From the first line of the entries below through the line holding "filter:drop-shadow(0 0 2px", write out every line exactly, please, and leave out the pictures.
=== Begin Enclosure ===
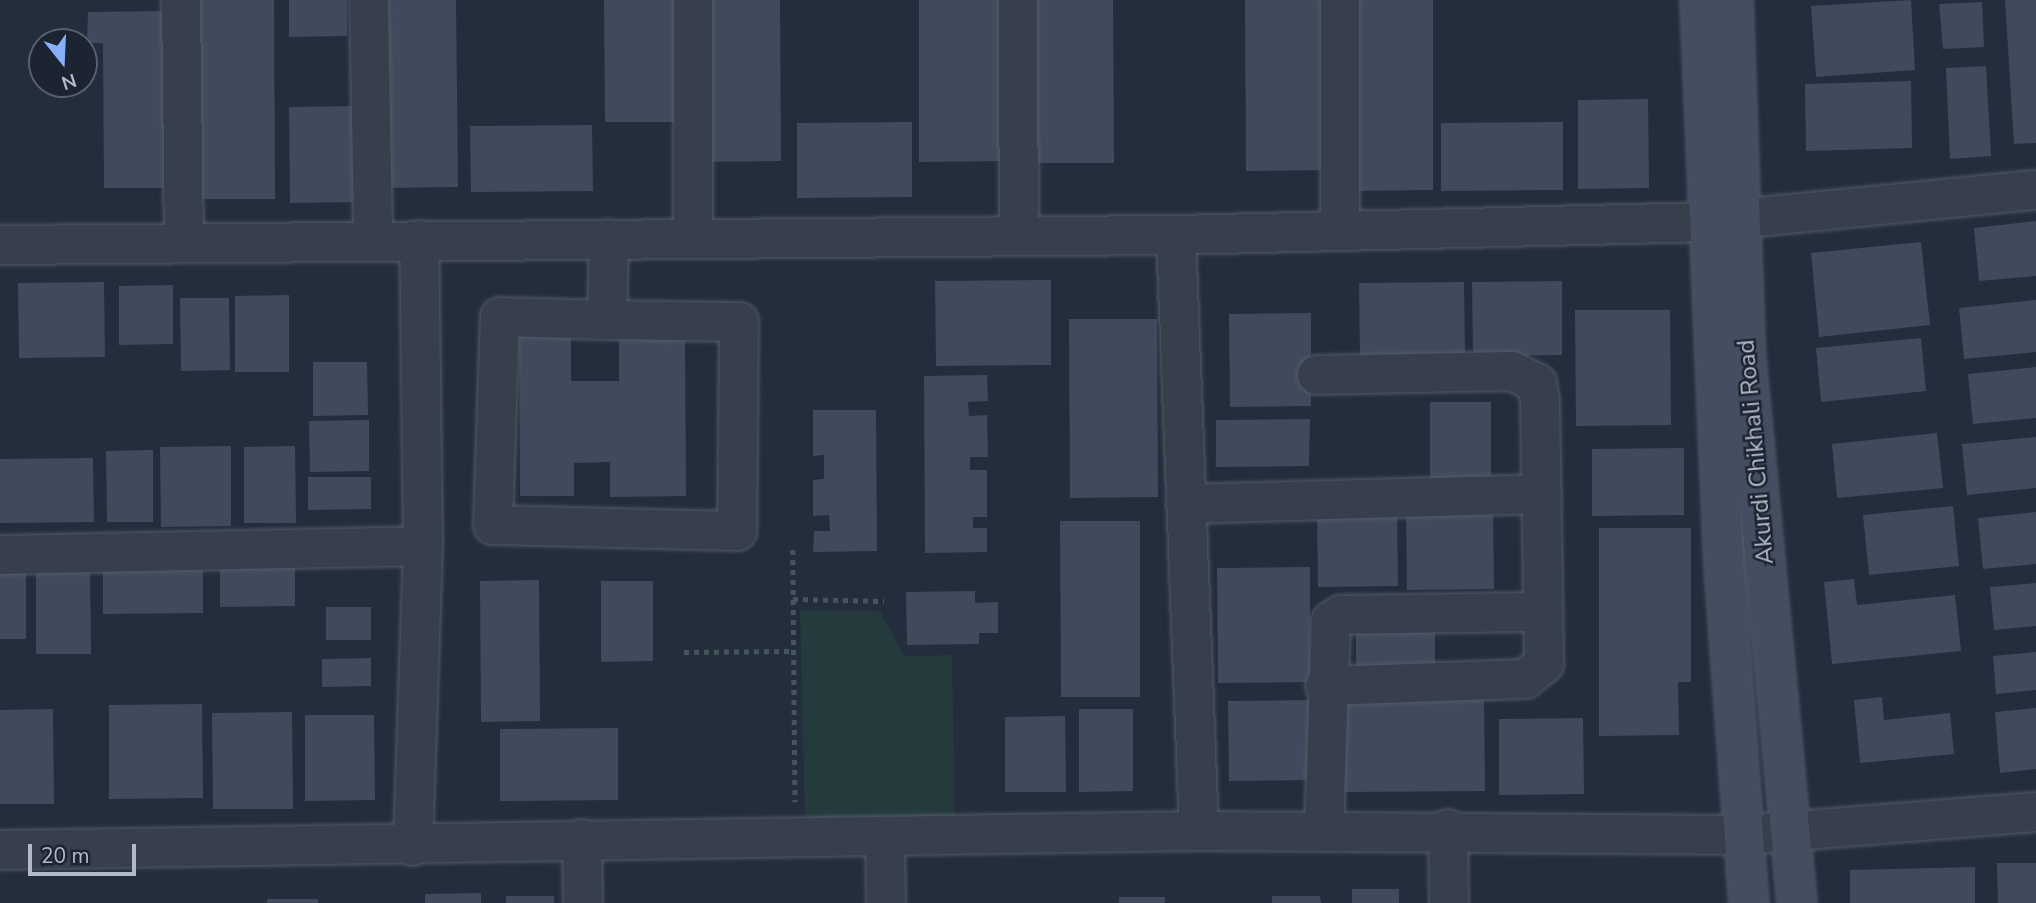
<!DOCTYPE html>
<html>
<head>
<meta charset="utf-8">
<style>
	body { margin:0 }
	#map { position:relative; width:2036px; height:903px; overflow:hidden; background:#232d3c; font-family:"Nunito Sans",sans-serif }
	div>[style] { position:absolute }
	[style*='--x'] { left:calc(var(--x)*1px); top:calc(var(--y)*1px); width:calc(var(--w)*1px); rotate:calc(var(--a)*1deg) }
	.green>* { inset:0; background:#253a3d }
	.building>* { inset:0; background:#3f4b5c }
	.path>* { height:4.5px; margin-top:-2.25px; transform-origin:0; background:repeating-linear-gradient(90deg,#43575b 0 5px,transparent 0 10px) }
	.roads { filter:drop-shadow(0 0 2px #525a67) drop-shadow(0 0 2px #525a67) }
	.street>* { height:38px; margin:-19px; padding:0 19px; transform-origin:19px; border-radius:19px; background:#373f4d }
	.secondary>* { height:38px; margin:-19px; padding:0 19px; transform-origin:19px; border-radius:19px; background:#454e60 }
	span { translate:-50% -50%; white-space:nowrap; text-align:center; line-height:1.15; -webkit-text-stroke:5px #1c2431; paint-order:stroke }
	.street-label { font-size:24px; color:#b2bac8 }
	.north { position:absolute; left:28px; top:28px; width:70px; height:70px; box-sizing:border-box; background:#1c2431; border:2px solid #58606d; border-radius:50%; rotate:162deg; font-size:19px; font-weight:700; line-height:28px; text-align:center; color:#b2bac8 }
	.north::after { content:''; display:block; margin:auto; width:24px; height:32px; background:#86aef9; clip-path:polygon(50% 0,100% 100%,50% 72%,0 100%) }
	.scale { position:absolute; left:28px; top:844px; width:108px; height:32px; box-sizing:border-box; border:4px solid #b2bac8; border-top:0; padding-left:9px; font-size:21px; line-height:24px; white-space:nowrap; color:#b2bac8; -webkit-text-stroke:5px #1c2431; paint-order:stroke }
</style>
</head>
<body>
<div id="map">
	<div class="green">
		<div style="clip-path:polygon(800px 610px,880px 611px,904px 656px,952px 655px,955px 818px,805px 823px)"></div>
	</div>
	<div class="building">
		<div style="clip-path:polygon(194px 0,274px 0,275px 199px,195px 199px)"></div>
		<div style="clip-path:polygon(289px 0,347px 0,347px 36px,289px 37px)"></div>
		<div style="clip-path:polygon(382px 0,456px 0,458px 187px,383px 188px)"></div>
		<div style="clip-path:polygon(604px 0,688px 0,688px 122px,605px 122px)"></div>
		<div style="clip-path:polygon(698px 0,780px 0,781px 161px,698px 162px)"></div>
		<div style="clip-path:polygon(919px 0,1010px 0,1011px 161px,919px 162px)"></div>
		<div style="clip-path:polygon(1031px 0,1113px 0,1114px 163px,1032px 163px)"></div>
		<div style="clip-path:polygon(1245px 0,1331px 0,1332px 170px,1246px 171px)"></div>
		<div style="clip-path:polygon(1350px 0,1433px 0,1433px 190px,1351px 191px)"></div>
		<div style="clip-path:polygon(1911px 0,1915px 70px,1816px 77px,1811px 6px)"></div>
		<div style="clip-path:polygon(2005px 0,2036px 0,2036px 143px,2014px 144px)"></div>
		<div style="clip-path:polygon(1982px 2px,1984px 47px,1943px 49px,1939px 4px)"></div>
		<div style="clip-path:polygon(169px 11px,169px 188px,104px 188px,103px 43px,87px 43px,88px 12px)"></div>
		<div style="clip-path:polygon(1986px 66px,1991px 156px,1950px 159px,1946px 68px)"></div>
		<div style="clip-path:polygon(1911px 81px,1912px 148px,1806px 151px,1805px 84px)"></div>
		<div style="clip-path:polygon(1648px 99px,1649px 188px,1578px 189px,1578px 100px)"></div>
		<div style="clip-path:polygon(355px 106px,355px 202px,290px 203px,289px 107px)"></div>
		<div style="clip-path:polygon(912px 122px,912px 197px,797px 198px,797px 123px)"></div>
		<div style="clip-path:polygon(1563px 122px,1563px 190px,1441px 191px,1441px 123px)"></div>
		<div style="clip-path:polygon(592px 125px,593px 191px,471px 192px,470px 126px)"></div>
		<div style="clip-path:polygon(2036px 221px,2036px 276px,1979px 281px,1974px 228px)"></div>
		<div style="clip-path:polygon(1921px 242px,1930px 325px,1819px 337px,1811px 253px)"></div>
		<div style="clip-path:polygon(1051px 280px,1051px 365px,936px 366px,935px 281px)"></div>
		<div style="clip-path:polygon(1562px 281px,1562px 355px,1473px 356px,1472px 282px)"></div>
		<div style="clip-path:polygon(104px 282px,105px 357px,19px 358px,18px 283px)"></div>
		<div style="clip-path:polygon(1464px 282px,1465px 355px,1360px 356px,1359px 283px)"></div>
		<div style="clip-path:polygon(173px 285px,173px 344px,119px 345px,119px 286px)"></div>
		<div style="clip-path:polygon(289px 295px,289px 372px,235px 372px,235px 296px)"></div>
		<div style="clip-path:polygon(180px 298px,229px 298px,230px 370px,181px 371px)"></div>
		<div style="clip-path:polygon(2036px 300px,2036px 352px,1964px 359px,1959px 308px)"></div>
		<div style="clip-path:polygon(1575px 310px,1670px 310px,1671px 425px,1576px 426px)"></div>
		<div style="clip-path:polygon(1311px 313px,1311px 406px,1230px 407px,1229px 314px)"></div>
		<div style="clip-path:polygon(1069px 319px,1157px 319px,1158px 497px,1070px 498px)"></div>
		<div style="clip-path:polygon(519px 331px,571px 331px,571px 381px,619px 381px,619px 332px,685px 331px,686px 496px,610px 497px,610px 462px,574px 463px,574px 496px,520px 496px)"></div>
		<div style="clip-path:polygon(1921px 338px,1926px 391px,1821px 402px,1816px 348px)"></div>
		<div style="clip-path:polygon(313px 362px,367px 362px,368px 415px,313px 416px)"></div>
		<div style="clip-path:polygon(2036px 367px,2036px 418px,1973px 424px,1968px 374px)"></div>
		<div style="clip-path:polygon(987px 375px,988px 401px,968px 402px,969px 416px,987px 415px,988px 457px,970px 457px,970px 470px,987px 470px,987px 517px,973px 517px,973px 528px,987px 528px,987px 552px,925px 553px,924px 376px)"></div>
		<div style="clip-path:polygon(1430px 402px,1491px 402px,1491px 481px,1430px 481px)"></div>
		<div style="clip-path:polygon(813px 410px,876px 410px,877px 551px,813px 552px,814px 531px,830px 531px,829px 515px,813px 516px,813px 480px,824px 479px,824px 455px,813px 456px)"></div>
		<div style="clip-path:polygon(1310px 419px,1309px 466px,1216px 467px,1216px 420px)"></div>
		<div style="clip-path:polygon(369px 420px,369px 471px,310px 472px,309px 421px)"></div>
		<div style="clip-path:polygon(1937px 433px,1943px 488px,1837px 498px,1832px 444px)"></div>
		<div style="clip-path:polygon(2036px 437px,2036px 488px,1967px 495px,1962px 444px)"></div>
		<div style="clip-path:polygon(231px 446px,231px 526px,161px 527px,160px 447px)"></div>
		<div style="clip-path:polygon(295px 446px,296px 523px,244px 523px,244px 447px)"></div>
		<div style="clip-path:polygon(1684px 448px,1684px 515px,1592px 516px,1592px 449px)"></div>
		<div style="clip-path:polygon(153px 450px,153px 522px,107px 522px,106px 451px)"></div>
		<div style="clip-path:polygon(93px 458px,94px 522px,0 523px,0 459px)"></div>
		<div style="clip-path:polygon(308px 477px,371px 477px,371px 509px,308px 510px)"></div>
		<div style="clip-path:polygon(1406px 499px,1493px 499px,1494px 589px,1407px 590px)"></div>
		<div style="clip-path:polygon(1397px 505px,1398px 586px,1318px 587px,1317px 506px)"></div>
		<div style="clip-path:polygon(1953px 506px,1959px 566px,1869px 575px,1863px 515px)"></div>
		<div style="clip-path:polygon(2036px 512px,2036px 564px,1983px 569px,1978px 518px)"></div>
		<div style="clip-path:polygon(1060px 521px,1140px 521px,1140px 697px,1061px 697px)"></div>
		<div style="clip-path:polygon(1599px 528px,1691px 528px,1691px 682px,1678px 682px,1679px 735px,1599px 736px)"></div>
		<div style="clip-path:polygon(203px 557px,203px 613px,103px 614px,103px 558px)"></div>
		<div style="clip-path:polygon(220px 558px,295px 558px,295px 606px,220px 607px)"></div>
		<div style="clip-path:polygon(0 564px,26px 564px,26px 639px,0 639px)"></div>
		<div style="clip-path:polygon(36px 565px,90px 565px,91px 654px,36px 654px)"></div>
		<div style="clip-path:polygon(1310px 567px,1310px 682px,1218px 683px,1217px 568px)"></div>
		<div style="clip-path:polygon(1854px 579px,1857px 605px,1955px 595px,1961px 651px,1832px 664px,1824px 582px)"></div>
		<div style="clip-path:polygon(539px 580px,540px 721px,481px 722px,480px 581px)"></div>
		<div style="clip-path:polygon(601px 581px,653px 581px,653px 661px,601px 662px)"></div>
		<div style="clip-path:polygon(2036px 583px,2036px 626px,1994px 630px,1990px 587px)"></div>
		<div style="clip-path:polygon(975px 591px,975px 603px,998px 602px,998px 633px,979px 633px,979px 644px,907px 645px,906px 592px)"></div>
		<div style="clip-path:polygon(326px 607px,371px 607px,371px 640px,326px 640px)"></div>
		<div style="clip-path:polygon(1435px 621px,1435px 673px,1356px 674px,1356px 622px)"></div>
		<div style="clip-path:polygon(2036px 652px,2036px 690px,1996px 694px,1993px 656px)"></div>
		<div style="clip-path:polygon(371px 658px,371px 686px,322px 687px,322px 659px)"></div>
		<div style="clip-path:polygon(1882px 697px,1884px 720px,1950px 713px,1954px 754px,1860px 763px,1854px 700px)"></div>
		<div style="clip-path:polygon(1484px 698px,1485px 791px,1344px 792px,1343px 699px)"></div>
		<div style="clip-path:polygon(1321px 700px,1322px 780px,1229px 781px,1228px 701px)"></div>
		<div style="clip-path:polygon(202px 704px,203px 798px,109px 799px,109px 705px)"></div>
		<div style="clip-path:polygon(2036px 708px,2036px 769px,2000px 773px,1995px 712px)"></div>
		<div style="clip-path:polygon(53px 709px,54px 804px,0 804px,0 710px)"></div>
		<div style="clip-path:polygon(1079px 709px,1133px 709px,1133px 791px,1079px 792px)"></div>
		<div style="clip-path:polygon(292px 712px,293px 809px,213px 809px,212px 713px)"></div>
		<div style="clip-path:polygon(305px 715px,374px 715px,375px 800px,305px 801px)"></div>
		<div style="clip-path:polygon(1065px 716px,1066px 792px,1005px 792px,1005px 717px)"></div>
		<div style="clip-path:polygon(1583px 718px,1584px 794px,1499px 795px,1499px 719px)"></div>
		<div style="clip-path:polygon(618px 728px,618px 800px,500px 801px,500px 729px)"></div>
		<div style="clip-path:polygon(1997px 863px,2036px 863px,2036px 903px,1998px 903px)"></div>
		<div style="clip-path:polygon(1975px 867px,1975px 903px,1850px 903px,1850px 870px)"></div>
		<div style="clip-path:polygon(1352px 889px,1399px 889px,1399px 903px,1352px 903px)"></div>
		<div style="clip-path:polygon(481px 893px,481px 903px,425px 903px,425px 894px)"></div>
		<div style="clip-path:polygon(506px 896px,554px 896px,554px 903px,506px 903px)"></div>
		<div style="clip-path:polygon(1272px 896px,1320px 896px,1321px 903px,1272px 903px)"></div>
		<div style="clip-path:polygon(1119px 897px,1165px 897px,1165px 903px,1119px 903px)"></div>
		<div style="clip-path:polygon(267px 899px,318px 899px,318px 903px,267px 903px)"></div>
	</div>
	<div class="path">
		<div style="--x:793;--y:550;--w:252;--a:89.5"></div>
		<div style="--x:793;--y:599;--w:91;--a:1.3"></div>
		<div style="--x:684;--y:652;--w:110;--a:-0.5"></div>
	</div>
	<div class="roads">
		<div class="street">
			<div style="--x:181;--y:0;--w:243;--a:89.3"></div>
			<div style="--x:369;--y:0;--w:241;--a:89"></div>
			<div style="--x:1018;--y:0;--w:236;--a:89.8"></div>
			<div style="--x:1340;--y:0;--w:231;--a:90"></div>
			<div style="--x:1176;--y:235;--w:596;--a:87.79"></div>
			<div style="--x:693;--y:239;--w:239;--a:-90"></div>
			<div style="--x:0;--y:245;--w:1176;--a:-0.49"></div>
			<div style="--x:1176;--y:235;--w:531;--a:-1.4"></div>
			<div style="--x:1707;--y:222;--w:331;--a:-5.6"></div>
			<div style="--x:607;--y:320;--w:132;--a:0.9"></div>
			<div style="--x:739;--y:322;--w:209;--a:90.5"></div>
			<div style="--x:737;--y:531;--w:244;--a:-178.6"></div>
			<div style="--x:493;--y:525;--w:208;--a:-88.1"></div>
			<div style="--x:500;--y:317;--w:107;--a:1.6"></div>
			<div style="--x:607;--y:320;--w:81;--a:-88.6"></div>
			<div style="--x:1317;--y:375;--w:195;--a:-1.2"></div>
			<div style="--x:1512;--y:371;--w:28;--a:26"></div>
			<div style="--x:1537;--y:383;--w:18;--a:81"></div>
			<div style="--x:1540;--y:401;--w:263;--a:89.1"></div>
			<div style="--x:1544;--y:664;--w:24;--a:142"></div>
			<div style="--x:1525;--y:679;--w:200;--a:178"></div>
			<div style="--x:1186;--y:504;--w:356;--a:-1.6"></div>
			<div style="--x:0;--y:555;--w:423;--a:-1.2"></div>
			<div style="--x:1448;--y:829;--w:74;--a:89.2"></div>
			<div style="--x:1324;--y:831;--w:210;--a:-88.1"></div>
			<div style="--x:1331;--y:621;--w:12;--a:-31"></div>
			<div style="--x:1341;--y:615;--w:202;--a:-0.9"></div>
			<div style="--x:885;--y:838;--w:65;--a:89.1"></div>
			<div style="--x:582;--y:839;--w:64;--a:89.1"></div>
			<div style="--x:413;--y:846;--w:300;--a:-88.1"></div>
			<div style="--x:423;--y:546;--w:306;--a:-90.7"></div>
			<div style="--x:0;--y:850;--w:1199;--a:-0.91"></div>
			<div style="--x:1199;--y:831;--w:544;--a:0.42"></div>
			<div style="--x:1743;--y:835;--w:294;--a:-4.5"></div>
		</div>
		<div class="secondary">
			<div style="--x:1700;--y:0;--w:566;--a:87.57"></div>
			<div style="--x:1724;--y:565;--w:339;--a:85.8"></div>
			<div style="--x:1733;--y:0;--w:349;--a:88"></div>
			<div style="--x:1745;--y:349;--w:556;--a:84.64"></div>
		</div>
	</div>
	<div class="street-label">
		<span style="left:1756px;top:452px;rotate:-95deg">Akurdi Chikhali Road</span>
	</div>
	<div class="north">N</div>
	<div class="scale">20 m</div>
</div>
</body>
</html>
=== End Enclosure ===
Problem solution:
<!DOCTYPE html>
<html>
<head>
<meta charset="utf-8">
<style>
	body { margin:0 }
	#map { position:relative; width:2036px; height:903px; overflow:hidden; background:#232d3c; font-family:"Nunito Sans",sans-serif }
	div>[style] { position:absolute }
	[style*='--x'] { left:calc(var(--x)*1px); top:calc(var(--y)*1px); width:calc(var(--w)*1px); rotate:calc(var(--a)*1deg) }
	.green>* { inset:0; background:#253a3d }
	.building>* { inset:0; background:#3f4b5c }
	.path>* { height:4.5px; margin-top:-2.25px; transform-origin:0; background:repeating-linear-gradient(90deg,#43575b 0 5px,transparent 0 10px) }
	.roads { filter:drop-shadow(0 0 2px #525a67) drop-shadow(0 0 2px #525a67) }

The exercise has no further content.